Outre les rapports sur l’inflation, les résultats de la réunion de la BCE le jeudi 11 juin auront également un impact sur la dynamique de l’EUR/USD. La plupart des analystes s’attendent à ce que la banque centrale relève ses taux d’intérêt de 25 points de base. Il s’agit du scénario de base, le plus attendu, qui a déjà été intégré dans les prix la semaine dernière lors de la publication des données sur l’inflation de la zone euro. Il a été indiqué que l’indice global des prix à la consommation avait progressé de 3,2 % (son plus haut niveau depuis novembre 2023), tandis que le CPI de base avait accéléré à 2,5 % (son rythme de croissance le plus soutenu depuis avril de l’année dernière).

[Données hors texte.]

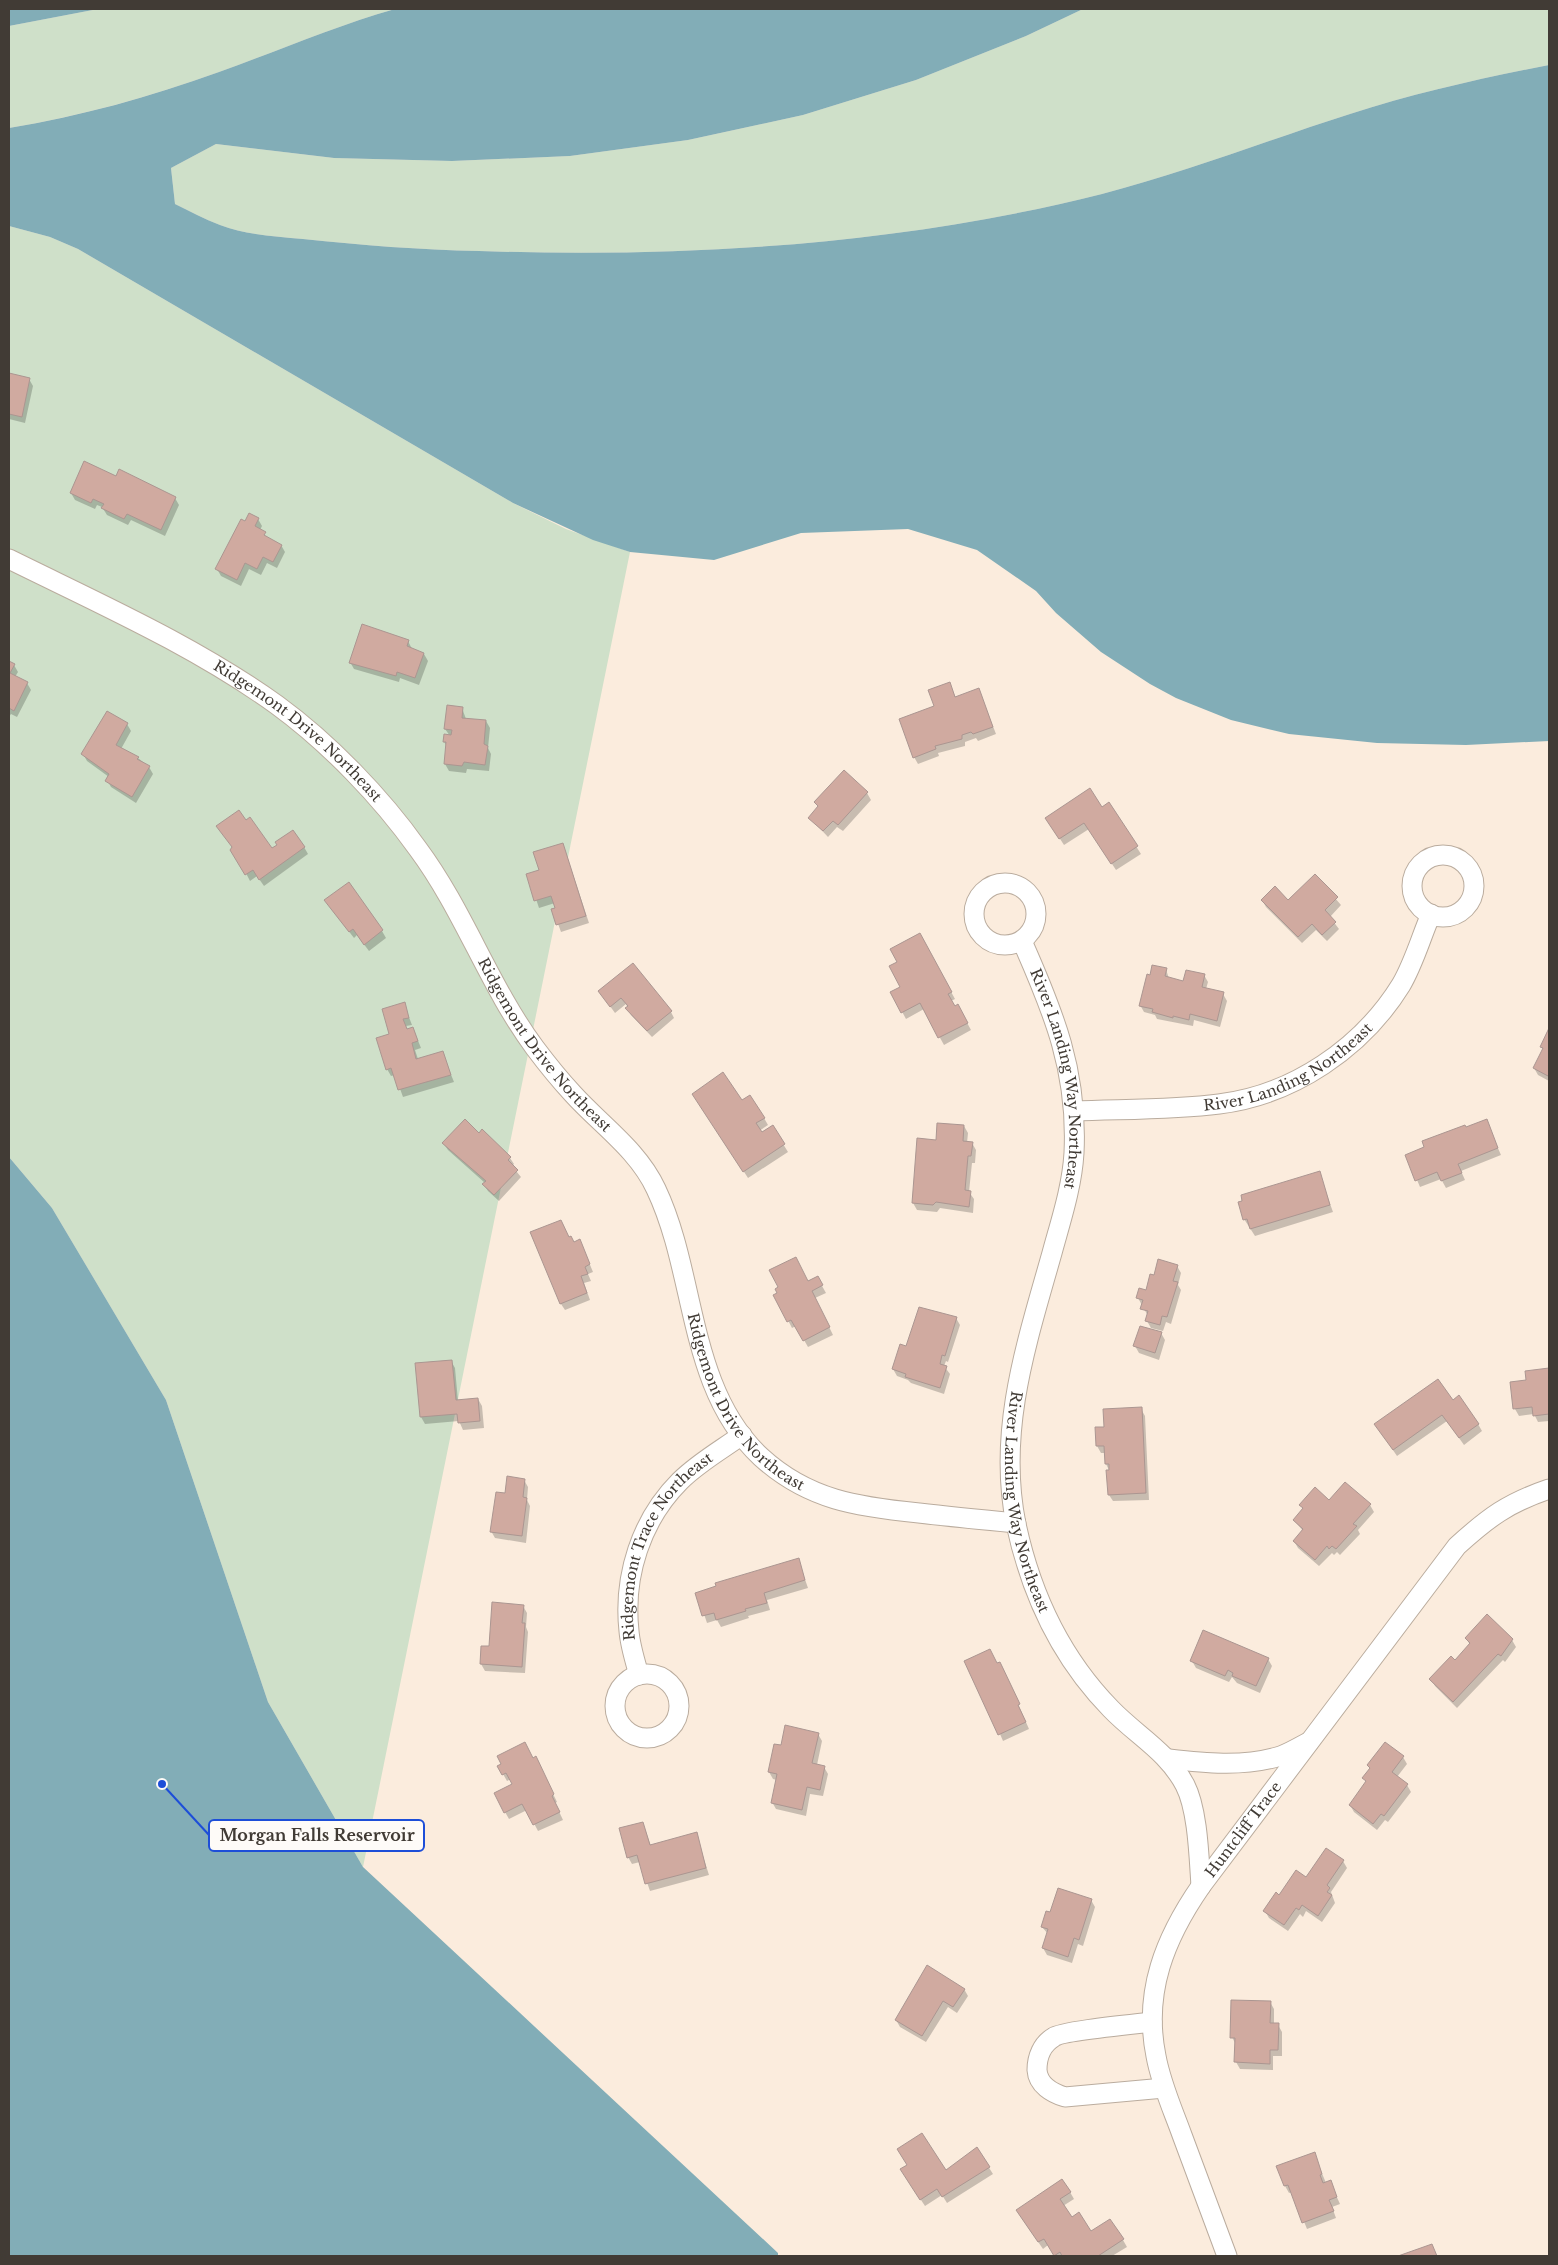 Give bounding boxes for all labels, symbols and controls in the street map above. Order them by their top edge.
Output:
street label: Ridgemont Drive Northeast [210,656,387,806]
street label: Ridgemont Drive Northeast [474,954,616,1136]
street label: River Landing Way Northeast [1026,965,1084,1191]
street label: River Landing Northeast [1202,1018,1377,1115]
street label: Ridgemont Drive Northeast [683,1311,808,1495]
street label: River Landing Way Northeast [1001,1390,1054,1616]
street label: Ridgemont Trace Northeast [618,1448,716,1642]
street label: Huntcliff Trace [1201,1777,1285,1881]
callout: Morgan Falls Reservoir [209,1820,424,1851]
text: Morgan Falls Reservoir [219,1825,415,1845] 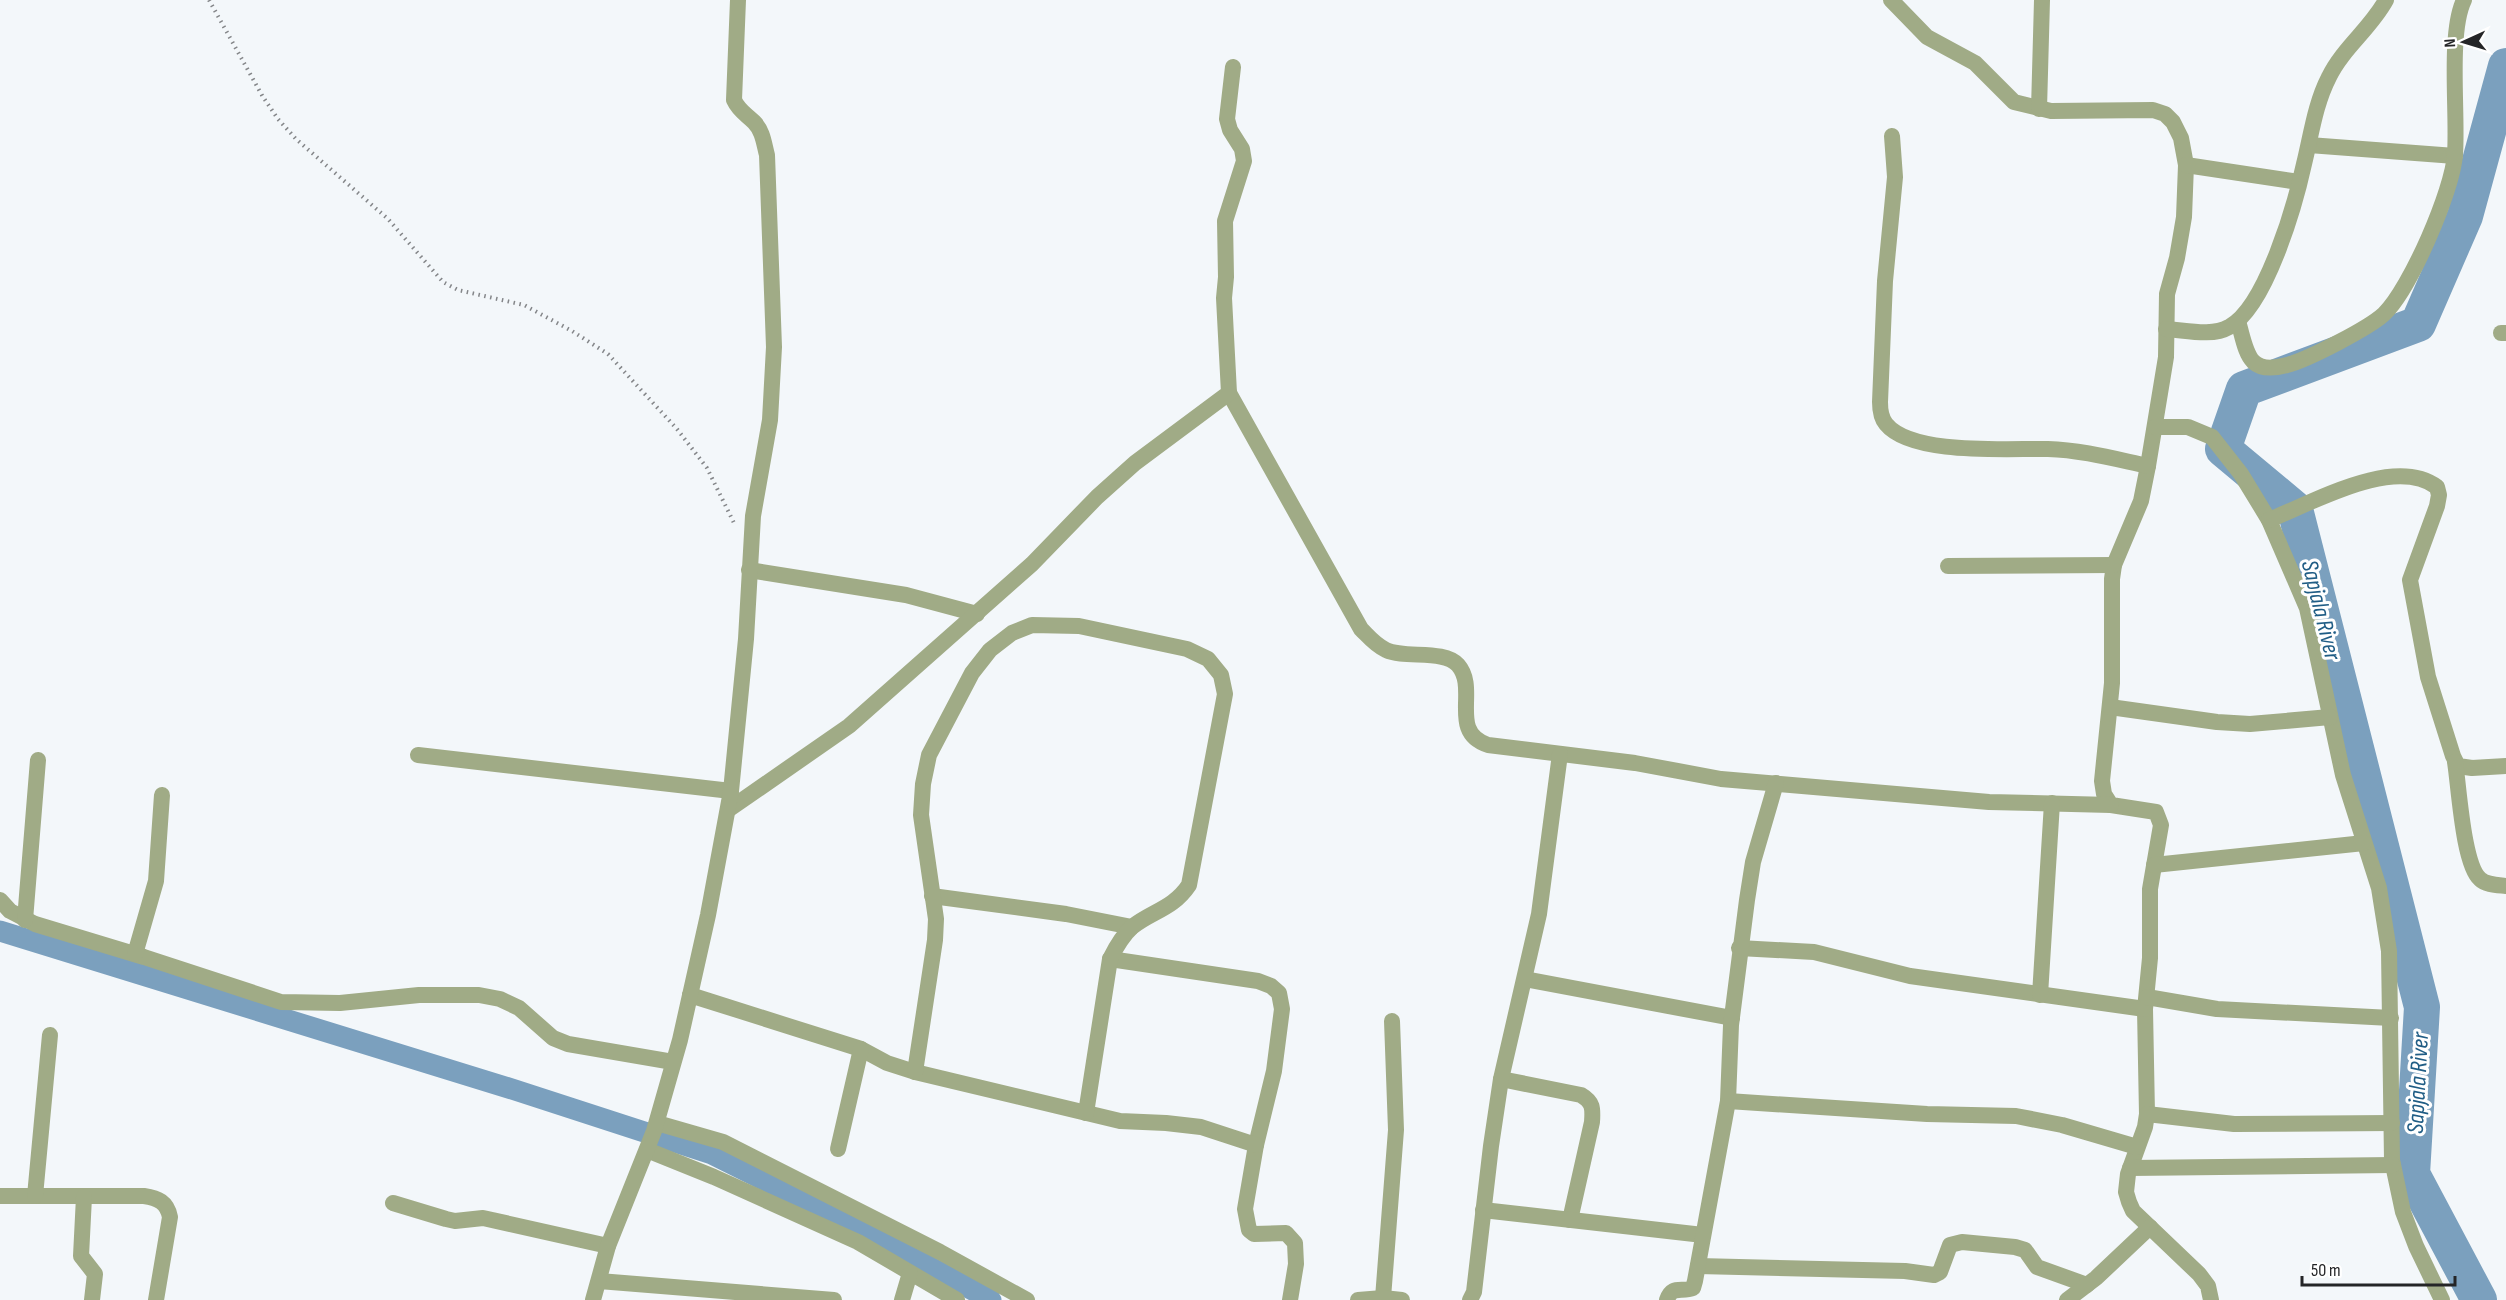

Autrement dit, la perspective d’une hausse de taux a peu de chances d’apporter un soutien significatif et durable à l’euro et, par conséquent, aux acheteurs de l’EUR/USD. L’enjeu ne réside plus tant dans la question de savoir « si le taux sera relevé ou non » que dans celle de savoir si la BCE se contentera d’un seul mouvement. Si Christine Lagarde indique que la hausse de juin est une mesure « de précaution », ponctuelle, motivée par des facteurs géopolitiques (qui sont, par nature, temporaires), la paire EUR/USD sera sous pression, malgré le resserrement effectif de la politique monétaire. En revanche, si la présidente de la banque centrale laisse entendre qu’elle pourrait recourir à de nouvelles hausses de taux au second semestre, l’euro se renforcera sur l’ensemble des marchés, y compris face au dollar.
Cependant, compte tenu des dernières données sur la croissance du PIB de la zone euro, la BCE mettra, à mon avis, en œuvre une « hausse de taux dovish ». Autrement dit, elle resserrera effectivement sa politique tout en accompagnant ce mouvement d’un discours accommodant. Rappelons qu’un rapport final sur la croissance économique de la zone euro au premier trimestre a été publié vendredi. Il est apparu que le PIB avait reculé de 0,2 % par rapport au trimestre précédent (alors qu’une croissance, certes faible mais positive, de 0,1 % avait initialement été annoncée). La croissance économique en glissement annuel a également été nettement révisée à la baisse, à 0,3 %, contre 0,8 % attendu.
Ainsi, sur la base des prévisions fondamentales préliminaires, la paire EUR/USD conserve un potentiel de repli supplémentaire. Le tableau « technique » pointe dans la même direction. Sur le graphique en quatre heures, le cours a franchi de manière nette la borne inférieure des Bandes de Bollinger, et l’indicateur Ichimoku a généré un signal baissier de type « Line Break ». Sur le graphique quotidien, la paire se situe au niveau de la bande inférieure de Bollinger et sous l’ensemble des lignes Ichimoku. Tout cela plaide pour une priorité accordée aux positions vendeuses. Si les vendeurs parviennent à se maintenir sous le niveau de support de 1,1530 (la borne inférieure des Bandes de Bollinger sur l’unité de temps D1), les prochains objectifs du mouvement baissier seront les seuils de 1,1500 et, à moyen terme, de 1,1430 (la borne inférieure des Bandes de Bollinger sur l’unité de temps W1).